After fifteen minutes of chasing mosquitoes around the room with a rolled up sock (Matt attests 15 seconds), about three mosquitoes were killed.

Matt: There’s another one!  Oh god. They’re everywhere.

Bec: Arrrgh. Maybe we can turn the fan on high over the bed, so at least they won’t come near our faces and we can sleep?

Bec goes to turn the fan on, but it doesn’t work. She resumes scowling in bed / contributing significantly (depending on who you talk to).

Bec: Matt, one’s here!

Matt: Shhh!

Bec: But it’s here!

Matt: Shhh! I can’t hear it if you’re talking.

Bec: Where are they coming from?

Matt: Less yakking, more attacking.

Matt: I think I spotte…

Bec and Matt eventually get tired of yelling at each other swatting mosquitoes, and go to bed.

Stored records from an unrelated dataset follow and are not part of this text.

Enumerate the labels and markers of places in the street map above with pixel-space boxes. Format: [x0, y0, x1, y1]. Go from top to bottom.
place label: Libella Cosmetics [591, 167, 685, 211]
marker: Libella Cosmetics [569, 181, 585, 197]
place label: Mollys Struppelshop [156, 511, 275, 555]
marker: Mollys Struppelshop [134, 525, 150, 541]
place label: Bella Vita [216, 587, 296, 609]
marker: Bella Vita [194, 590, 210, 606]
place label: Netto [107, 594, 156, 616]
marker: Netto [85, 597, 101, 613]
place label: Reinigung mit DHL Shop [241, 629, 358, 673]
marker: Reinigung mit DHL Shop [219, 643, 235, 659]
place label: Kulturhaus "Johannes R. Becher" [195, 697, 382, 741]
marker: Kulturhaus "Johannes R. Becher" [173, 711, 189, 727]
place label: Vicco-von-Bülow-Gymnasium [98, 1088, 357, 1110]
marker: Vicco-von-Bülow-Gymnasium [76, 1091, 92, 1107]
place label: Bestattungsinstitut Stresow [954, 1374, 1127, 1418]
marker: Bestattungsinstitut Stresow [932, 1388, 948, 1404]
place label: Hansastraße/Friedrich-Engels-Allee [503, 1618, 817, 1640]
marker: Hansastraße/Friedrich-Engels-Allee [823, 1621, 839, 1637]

They wake at 8.00am. Or rather, Matt wakes at 8.00am…

Bec: Ugggggh. I’ve had zero sleep. I feel like shit. I look like shit.

Matt: I got some sleep. I feel pretty good.

Bec: When are you next lecturing on empathy? I feel it’s a strength of yours.

Matt: Don’t you care that I feel OK? I have to drive to the Hunter Valley today. I thought you’d be happy I was in good shape and high spirits.

Bec: Sorry darling. I’m glad you’re okay. I tried to pull the sheet over me to protect myself from the stupid things, but I couldn’t breathe. It was suffocating.

Matt: I did the same, but I made a breathing apparatus.

Bec: Of course you did.

At breakfast they agree to make a complaint to the manager, and head back to the room beforehand, to pack up.

Bec: There must be at least 17 mosquitoes squashed on the walls, and that’s just the ones on the walls. Make sure you videotape all the squash marks, so if we end up slamming them on Trip Advisor, we can’t be done for defamation.

Matt: That’s not going to happen.

Bec: We could end up in jail if there’s no evidence!

Matt: For writing a bad review? Don’t be silly.

Bec: You can make the video recording and do all the commentary and jokes?

Matt: Okay!

Two nights afterwards Matt takes Bec to a hotel room, in a pub, that prompts Bec to consider buying a bucket. To be continued.